DeShone Kizer is not the one to settle the debate, because if there's such a thing as getting the best of both worlds, he'll eventually be Exhibit A.
Thrust into a starting job as a rookie with the Browns last year, Kizer predictably struggled. He went 0-15 as a starter on a team that was missing its Hall of Fame left tackle and star wide receiver for most of the season.
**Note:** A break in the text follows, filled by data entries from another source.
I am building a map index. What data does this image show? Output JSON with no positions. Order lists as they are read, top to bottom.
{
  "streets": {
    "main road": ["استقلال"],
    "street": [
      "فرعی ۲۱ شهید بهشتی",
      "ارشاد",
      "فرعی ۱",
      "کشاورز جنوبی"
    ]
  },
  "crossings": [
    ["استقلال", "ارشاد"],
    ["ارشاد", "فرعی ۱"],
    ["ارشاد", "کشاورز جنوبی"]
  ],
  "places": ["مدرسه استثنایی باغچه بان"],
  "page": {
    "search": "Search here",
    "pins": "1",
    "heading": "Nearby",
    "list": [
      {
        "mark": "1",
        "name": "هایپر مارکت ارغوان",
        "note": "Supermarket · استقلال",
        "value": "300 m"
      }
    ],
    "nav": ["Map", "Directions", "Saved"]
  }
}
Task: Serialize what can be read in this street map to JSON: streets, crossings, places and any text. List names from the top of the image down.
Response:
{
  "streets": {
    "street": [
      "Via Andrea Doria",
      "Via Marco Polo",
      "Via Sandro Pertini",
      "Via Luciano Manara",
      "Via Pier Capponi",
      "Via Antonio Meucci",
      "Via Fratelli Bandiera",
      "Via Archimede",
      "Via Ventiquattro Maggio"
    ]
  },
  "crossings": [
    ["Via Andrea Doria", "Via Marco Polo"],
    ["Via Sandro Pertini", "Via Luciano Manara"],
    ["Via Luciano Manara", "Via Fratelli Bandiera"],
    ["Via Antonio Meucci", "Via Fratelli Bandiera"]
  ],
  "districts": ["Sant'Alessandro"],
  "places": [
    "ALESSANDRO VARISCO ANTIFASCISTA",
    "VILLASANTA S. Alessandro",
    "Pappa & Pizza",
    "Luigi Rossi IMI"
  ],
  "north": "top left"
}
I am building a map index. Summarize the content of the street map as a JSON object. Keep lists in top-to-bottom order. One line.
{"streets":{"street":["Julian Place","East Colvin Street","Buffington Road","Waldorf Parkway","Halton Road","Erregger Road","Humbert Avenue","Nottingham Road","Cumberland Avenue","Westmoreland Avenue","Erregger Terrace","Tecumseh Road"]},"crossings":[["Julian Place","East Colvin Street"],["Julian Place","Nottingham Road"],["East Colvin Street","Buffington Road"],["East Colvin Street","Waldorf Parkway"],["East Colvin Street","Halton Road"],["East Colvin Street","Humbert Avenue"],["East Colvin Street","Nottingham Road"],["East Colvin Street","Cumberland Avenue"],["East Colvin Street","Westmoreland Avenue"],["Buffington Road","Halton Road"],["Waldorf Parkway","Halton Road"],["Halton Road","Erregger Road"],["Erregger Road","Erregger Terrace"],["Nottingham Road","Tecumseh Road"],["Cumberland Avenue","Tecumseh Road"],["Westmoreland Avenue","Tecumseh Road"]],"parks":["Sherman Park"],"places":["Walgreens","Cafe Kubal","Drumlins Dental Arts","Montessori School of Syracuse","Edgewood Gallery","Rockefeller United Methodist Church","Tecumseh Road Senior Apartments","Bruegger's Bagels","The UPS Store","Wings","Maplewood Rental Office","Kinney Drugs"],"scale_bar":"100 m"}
He threw twice as many interceptions as touchdown passes.
But, as his new QB coach Frank Cignetti said, "There's no substitute for experience," and that's what Kizer now possesses as he makes the landmark shift to backing up a future Hall of Famer in Green Bay's Aaron Rodgers.
"Last year I quickly became the veteran in the room," Kizer said of his rookie season in Cleveland as a second-round draft pick from Notre Dame. "After six, seven starts I had the most experience out there.
"This is an opportunity now to see it from a player's perspective, a guy who's been in here and experienced success within this league, and do whatever I can to find the intricacies within the game that I can develop myself."
Acquired from the Browns in a trade for cornerback Damarious Randall in March, Kizer was brought in to improve the Packers' quarterback room. Once training camp rolls around in late July, he'll be in a full-fledged competition with Brett Hundley for the No. 2 job behind Rodgers.
That competition is not foremost on his mind right now, though, as he's trying to digest his third offensive system in a span of three years. It's a lot to process while also trying to learn from an accomplished star quarterback, an opportunity he wasn't afforded as a 21-year-old trying to lead a rebuilding team in 2017.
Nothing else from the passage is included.